Re: [PATCH 6/8] lazy tlb: shoot lazies, a non-refcounting lazy tlb option

From: Peter Zijlstra <peterz@infradead.org>
To: Nicholas Piggin <npiggin@gmail.com>
Cc: linux-kernel@vger.kernel.org, x86@kernel.org,
	Mathieu Desnoyers <mathieu.desnoyers@efficios.com>,
	Arnd Bergmann <arnd@arndb.de>,
	linux-arch@vger.kernel.org, linuxppc-dev@lists.ozlabs.org,
	linux-mm@kvack.org, Anton Blanchard <anton@ozlabs.org>
Subject: Re: [PATCH 6/8] lazy tlb: shoot lazies, a non-refcounting lazy tlb option
Date: Wed, 2 Dec 2020 15:19:57 +0100	[thread overview]
Message-ID: <20201202141957.GJ3021@hirez.programming.kicks-ass.net> (raw)
In-Reply-To: <20201128160141.1003903-7-npiggin@gmail.com>

On Sun, Nov 29, 2020 at 02:01:39AM +1000, Nicholas Piggin wrote:
> +		 * - A delayed freeing and RCU-like quiescing sequence based on
> +		 *   mm switching to avoid IPIs completely.
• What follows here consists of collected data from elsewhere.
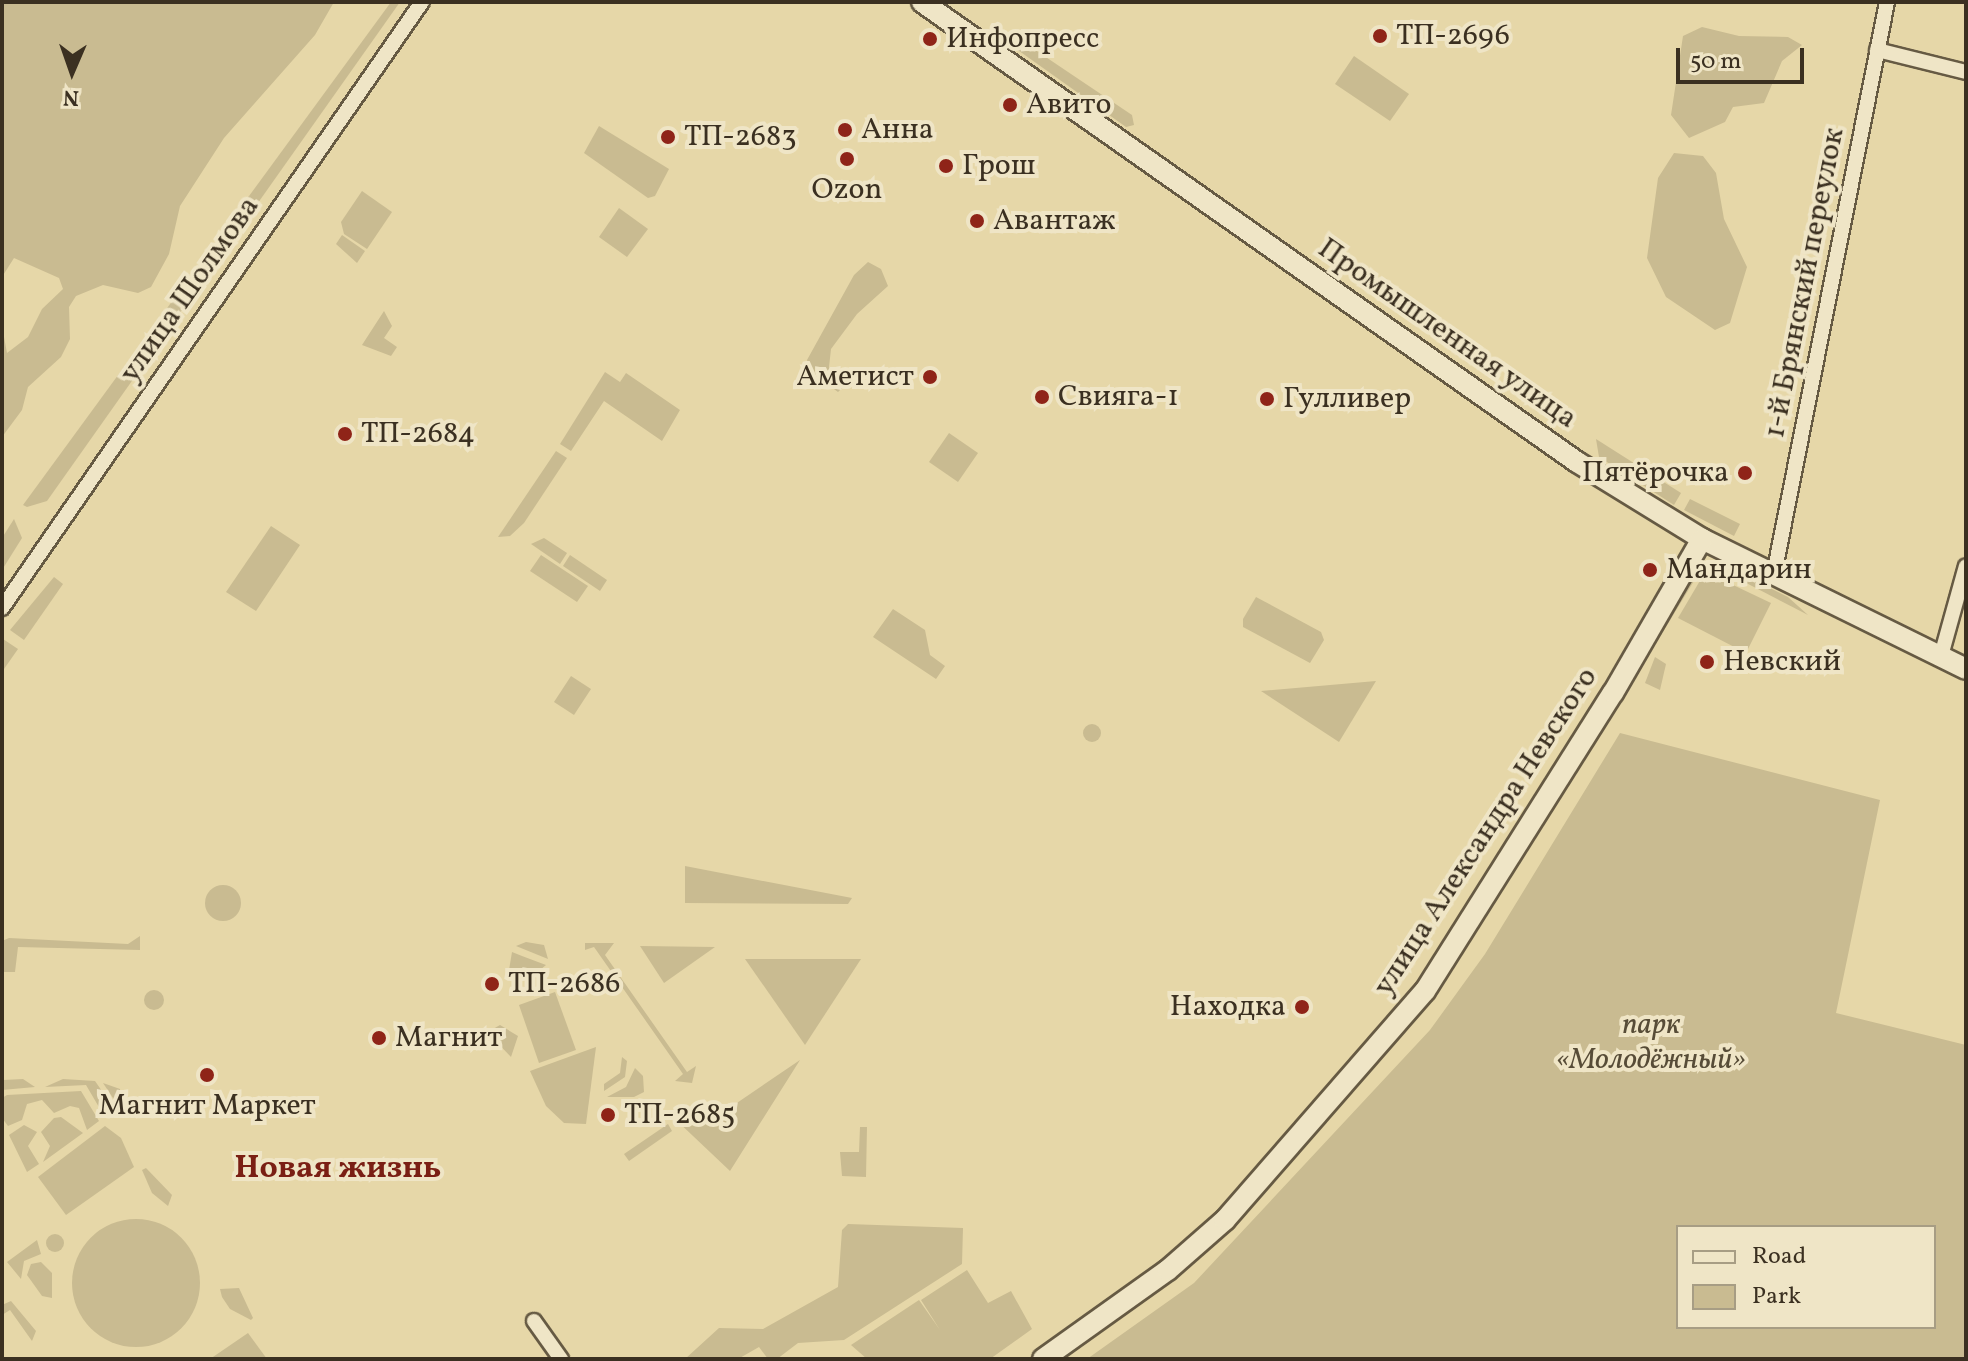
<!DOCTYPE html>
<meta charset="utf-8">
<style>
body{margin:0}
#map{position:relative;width:1968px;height:1361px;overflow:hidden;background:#e6d7a8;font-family:Vollkorn,serif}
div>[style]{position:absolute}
.green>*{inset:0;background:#c9bb91}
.round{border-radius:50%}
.roads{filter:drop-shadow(2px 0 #665a43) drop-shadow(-2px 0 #665a43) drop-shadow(0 2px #665a43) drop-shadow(0 -2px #665a43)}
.street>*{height:14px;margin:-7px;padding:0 7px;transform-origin:7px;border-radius:7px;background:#efe5c6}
.secondary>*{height:20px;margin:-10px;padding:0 10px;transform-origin:10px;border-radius:10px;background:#efe5c6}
.dots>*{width:22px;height:22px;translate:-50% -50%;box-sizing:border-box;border:4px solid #efe5c6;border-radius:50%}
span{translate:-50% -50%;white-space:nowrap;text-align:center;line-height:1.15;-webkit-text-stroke:8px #efe5c6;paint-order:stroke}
.poi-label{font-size:30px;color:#3b3021}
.left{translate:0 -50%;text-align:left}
.right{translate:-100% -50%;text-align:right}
.street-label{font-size:30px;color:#3b3021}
.park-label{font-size:30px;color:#574c37;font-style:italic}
.neighbourhood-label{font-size:32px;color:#7a1f14;font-weight:700}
.frame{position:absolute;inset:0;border:4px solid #3b3021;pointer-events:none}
.legend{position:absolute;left:1676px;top:1225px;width:260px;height:104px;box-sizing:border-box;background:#efe5c6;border:2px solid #a79d84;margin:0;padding:10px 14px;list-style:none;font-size:24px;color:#3b3021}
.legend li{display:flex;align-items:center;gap:16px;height:40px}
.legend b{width:40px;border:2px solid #a79d84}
.north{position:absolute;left:32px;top:32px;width:80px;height:80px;-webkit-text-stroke:6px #efe5c6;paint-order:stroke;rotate:182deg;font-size:22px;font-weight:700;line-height:32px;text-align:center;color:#3b3021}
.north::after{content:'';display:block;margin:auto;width:28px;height:36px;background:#3b3021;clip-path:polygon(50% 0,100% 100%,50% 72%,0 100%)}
.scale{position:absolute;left:1676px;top:48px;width:128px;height:36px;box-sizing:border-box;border:4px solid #3b3021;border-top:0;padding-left:10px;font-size:24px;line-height:28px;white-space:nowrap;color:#3b3021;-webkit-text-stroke:6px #efe5c6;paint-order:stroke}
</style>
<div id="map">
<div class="green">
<i style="clip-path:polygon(2px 2px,334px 2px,315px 35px,224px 138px,180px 206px,169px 254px,151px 287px,138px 293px,103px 285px,76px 296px,69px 307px,70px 339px,61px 357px,28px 387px,22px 410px,2px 437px,2px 326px,7px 353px,28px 337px,42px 309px,63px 289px,59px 278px,14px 258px,2px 277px)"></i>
<i style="clip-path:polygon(391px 2px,400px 2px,47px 501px,27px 507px,23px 505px)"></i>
<i style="clip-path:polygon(1702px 27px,1739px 36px,1788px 37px,1802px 45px,1782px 61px,1764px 103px,1733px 107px,1725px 122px,1689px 138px,1671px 115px,1683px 36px)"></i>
<i style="clip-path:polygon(1010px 33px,1132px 115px,1134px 125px,1126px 127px,1008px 43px)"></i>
<i style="clip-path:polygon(1354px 56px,1409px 94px,1390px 121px,1335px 84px)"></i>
<i style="clip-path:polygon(599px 126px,669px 169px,655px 196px,648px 198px,584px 153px)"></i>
<i style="clip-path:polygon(1674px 153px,1703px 156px,1716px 173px,1724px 219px,1747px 267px,1730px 323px,1715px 330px,1666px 297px,1647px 258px,1658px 178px)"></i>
<i style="clip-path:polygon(362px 191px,392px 212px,367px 249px,344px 234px,341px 222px)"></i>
<i style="clip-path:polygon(619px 208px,648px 229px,627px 257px,599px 237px)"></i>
<i style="clip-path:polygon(342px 235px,365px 251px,357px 263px,336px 244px)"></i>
<i style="clip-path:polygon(868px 262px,881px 269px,888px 286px,857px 314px,831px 349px,829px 367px,844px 386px,838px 392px,811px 372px,807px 360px,854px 275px)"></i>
<i style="clip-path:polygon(384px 311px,392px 326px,384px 338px,397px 347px,391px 356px,362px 345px)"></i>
<i style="clip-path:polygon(605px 372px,620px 382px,626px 373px,680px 410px,662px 441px,604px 401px,571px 451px,560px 444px)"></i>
<i style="clip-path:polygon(949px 433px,978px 453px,958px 482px,929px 462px)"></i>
<i style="clip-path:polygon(1596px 439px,1681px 493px,1674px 505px,1599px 457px)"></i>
<i style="clip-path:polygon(556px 451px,567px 458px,524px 523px,510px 536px,498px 537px)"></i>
<i style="clip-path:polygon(1690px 499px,1740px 524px,1734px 536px,1684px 510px)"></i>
<i style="clip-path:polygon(14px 519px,22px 538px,2px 570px,2px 538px)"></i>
<i style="clip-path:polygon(271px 526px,300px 545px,256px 611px,226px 592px)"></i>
<i style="clip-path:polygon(544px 538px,567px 553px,560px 564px,531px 544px)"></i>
<i style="clip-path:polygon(541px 555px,588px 586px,577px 602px,530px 571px)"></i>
<i style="clip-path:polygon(570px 555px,607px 580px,600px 591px,563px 566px)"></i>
<i style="clip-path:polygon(1730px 568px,1788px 597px,1808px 615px,1727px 573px)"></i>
<i style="clip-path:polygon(1693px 574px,1697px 576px,1636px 676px,1637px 668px)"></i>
<i style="clip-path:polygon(1710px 574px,1771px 603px,1746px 653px,1678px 618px,1701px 579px)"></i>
<i style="clip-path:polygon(54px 577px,63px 584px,24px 640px,10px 630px)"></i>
<i style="clip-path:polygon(1256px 597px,1321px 632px,1324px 640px,1310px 663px,1243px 627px,1243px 619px)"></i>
<i style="clip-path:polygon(893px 609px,925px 630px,930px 655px,945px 666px,936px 679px,873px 637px)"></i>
<i style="clip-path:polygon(3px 639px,18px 649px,4px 669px,2px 668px)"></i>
<i style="clip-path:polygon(1655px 657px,1666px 664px,1660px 690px,1645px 683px)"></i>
<i style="clip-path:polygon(571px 676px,591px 689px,574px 715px,554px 702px)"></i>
<i style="clip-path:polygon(1376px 681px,1339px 742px,1261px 691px)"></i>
<i class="round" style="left:1083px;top:724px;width:18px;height:18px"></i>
<i style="clip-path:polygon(evenodd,1620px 733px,1880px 800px,1836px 1013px,1966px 1045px,1966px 1359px,1087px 1359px,1194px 1283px,1430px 1030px,1485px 954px,1620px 733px,1934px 1227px,1934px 1327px,1678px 1327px,1678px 1227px,1934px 1227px)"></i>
<i style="clip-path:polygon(685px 866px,852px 898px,848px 904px,685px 903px)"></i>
<i class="round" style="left:205px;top:885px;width:36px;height:36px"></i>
<i style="clip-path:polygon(140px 936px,140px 950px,18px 947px,15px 972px,2px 972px,2px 941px,9px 938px,128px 944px)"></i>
<i style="clip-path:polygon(526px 942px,544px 945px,548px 959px,516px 946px)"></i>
<i style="clip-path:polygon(614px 943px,605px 955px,687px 1072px,696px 1066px,692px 1083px,675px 1081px,683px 1074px,594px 947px,585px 950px,585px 943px)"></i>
<i style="clip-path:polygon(640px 946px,715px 947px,664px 983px)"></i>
<i style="clip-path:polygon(512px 952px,522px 956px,546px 965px,529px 979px,517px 981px,509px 970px)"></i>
<i style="clip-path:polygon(745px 959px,861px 959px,805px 1045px)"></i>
<i class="round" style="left:144px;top:990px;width:20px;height:20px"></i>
<i style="clip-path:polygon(555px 992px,576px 1050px,539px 1063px,519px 1005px)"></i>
<i style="clip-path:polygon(500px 1025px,518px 1036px,511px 1057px,493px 1038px,493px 1029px)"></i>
<i style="clip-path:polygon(596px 1047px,586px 1124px,564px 1123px,546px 1106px,530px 1071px)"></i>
<i style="clip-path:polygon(622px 1057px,627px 1061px,625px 1077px,604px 1091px,604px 1084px,620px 1073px)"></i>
<i style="clip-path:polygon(800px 1060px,730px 1171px,674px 1118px,686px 1111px,706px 1124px)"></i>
<i style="clip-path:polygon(635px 1068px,643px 1076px,644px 1092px,634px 1097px,607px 1097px,626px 1087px)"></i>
<i style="clip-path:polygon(23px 1079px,35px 1087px,2px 1090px,3px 1080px)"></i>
<i style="clip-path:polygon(63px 1079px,95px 1081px,115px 1110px,103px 1114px,86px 1085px,45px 1087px)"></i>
<i style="clip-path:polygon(103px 1083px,120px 1089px,121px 1107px,119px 1107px)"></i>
<i style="clip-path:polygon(81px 1091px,99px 1121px,87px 1130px,79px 1108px,70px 1106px,54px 1113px,42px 1100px,27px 1104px,22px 1120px,8px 1126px,2px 1118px,2px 1098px,7px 1095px)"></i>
<i style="clip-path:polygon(61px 1117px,83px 1133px,43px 1162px,50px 1146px,41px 1132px,54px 1118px)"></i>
<i style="clip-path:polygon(668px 1124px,672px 1131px,629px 1161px,624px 1154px)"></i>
<i style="clip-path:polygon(24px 1125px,37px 1132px,28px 1146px,39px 1164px,27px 1172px,9px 1135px)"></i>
<i style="clip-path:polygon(105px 1126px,121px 1138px,134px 1167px,66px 1215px,38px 1177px)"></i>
<i style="clip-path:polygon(860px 1127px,867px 1127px,866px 1177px,842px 1176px,840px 1152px,859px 1152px)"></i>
<i style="clip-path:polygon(146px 1168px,172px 1195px,168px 1206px,152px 1193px,142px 1170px)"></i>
<i class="round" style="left:72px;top:1219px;width:128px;height:128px"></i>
<i style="clip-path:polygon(848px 1224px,963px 1228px,962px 1264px,844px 1340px,798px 1343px,777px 1359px,768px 1359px,759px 1347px,738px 1359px,685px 1359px,719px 1328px,763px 1329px,838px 1287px,842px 1230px)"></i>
<i class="round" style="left:46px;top:1234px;width:18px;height:18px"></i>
<i style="clip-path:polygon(37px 1240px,41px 1254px,24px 1261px,21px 1279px,7px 1262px)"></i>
<i style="clip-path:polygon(31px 1264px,41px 1262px,52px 1273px,52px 1298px,42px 1296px,27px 1275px)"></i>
<i style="clip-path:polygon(967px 1270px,988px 1303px,1011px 1291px,1032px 1329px,990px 1359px,867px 1359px,851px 1345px,919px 1300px,940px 1330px,921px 1300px)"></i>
<i style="clip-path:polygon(239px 1288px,253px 1318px,251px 1320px,230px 1309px,222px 1297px,220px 1289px)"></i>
<i style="clip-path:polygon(11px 1301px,36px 1331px,32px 1341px,10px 1310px,2px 1315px,2px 1305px)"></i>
<i style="clip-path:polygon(248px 1333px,267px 1359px,210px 1359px)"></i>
</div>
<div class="roads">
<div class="street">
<i style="left:1877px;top:50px;width:92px;rotate:13.9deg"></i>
<i style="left:1774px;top:574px;width:583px;rotate:-78.82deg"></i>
<i style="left:2px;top:608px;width:737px;rotate:-55.28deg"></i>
<i style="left:1941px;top:656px;width:93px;rotate:-74.5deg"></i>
<i style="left:534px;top:1321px;width:47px;rotate:54.6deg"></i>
</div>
<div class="secondary">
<i style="left:922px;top:2px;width:800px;rotate:35.08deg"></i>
<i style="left:1577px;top:462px;width:147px;rotate:31.6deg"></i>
<i style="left:1702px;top:539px;width:294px;rotate:26.2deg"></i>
<i style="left:1043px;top:1359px;width:153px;rotate:-35.5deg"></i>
<i style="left:1168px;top:1270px;width:76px;rotate:-41.3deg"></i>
<i style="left:1225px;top:1220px;width:304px;rotate:-48.9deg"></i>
<i style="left:1425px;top:991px;width:352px;rotate:-57.8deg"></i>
<i style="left:1613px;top:693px;width:178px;rotate:-60deg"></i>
</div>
</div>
<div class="dots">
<i style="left:1380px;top:36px;background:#8f2418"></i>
<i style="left:930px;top:39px;background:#8f2418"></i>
<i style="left:1010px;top:105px;background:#8f2418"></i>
<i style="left:845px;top:130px;background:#8f2418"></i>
<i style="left:668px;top:137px;background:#8f2418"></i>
<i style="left:847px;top:159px;background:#8f2418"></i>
<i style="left:946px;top:166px;background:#8f2418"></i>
<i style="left:977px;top:221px;background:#8f2418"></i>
<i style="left:930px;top:377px;background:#8f2418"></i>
<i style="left:1042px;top:397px;background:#8f2418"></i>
<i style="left:1267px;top:399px;background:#8f2418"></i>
<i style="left:345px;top:434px;background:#8f2418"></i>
<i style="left:1745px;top:473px;background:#8f2418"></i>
<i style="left:1650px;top:570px;background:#8f2418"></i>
<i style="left:1707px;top:662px;background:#8f2418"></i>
<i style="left:492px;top:984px;background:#8f2418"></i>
<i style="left:1302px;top:1007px;background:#8f2418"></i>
<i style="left:379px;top:1038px;background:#8f2418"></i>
<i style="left:207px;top:1075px;background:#8f2418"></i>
<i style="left:608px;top:1115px;background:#8f2418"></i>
</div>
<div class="poi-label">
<span class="left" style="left:1396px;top:36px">ТП-2696</span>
<span class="left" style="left:946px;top:39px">Инфопресc</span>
<span class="left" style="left:1026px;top:105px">Авито</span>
<span class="left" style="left:861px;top:130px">Анна</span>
<span class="left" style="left:684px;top:137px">ТП-2683</span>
<span class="left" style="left:962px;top:166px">Грош</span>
<span style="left:847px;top:190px">Ozon</span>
<span class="left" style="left:993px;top:221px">Авантаж</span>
<span class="right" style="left:914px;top:377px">Аметист</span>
<span class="left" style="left:1058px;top:397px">Свияга-1</span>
<span class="left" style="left:1283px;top:399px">Гулливер</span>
<span class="left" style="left:361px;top:434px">ТП-2684</span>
<span class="right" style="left:1729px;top:473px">Пятёрочка</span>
<span class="left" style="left:1666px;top:570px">Мандарин</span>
<span class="left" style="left:1723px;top:662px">Невский</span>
<span class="left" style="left:508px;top:984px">ТП-2686</span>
<span class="right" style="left:1286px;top:1007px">Находка</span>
<span class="left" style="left:395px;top:1038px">Магнит</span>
<span style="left:207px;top:1106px">Магнит Маркет</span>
<span class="left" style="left:624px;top:1115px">ТП-2685</span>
</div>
<div class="street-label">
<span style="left:1805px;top:283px;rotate:-79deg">1-й Брянский переулок</span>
<span style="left:190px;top:290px;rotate:-55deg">улица Шолмова</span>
<span style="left:1447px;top:334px;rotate:35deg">Промышленная улица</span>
<span style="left:1486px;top:832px;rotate:-57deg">улица Александра Невского</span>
</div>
<div class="park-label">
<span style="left:1651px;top:1042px">парк<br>«Молодёжный»</span>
</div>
<div class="neighbourhood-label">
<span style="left:338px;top:1169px">Новая жизнь</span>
</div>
<div class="frame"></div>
<ul class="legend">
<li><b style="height:10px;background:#efe5c6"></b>Road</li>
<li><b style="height:22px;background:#c9bb91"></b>Park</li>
</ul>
<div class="north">N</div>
<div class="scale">50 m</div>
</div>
That one's interesting too. so basically you want to count switch_mm()
invocations on each CPU. Then, periodically snapshot the counter on each
CPU, and when they've all changed, increment a global counter.

Then, you snapshot the global counter and wait for it to increment
(twice I think, the first increment might already be in progress).

The only question here is what should drive this machinery.. the tick
probably.

This shouldn't be too hard to do I think.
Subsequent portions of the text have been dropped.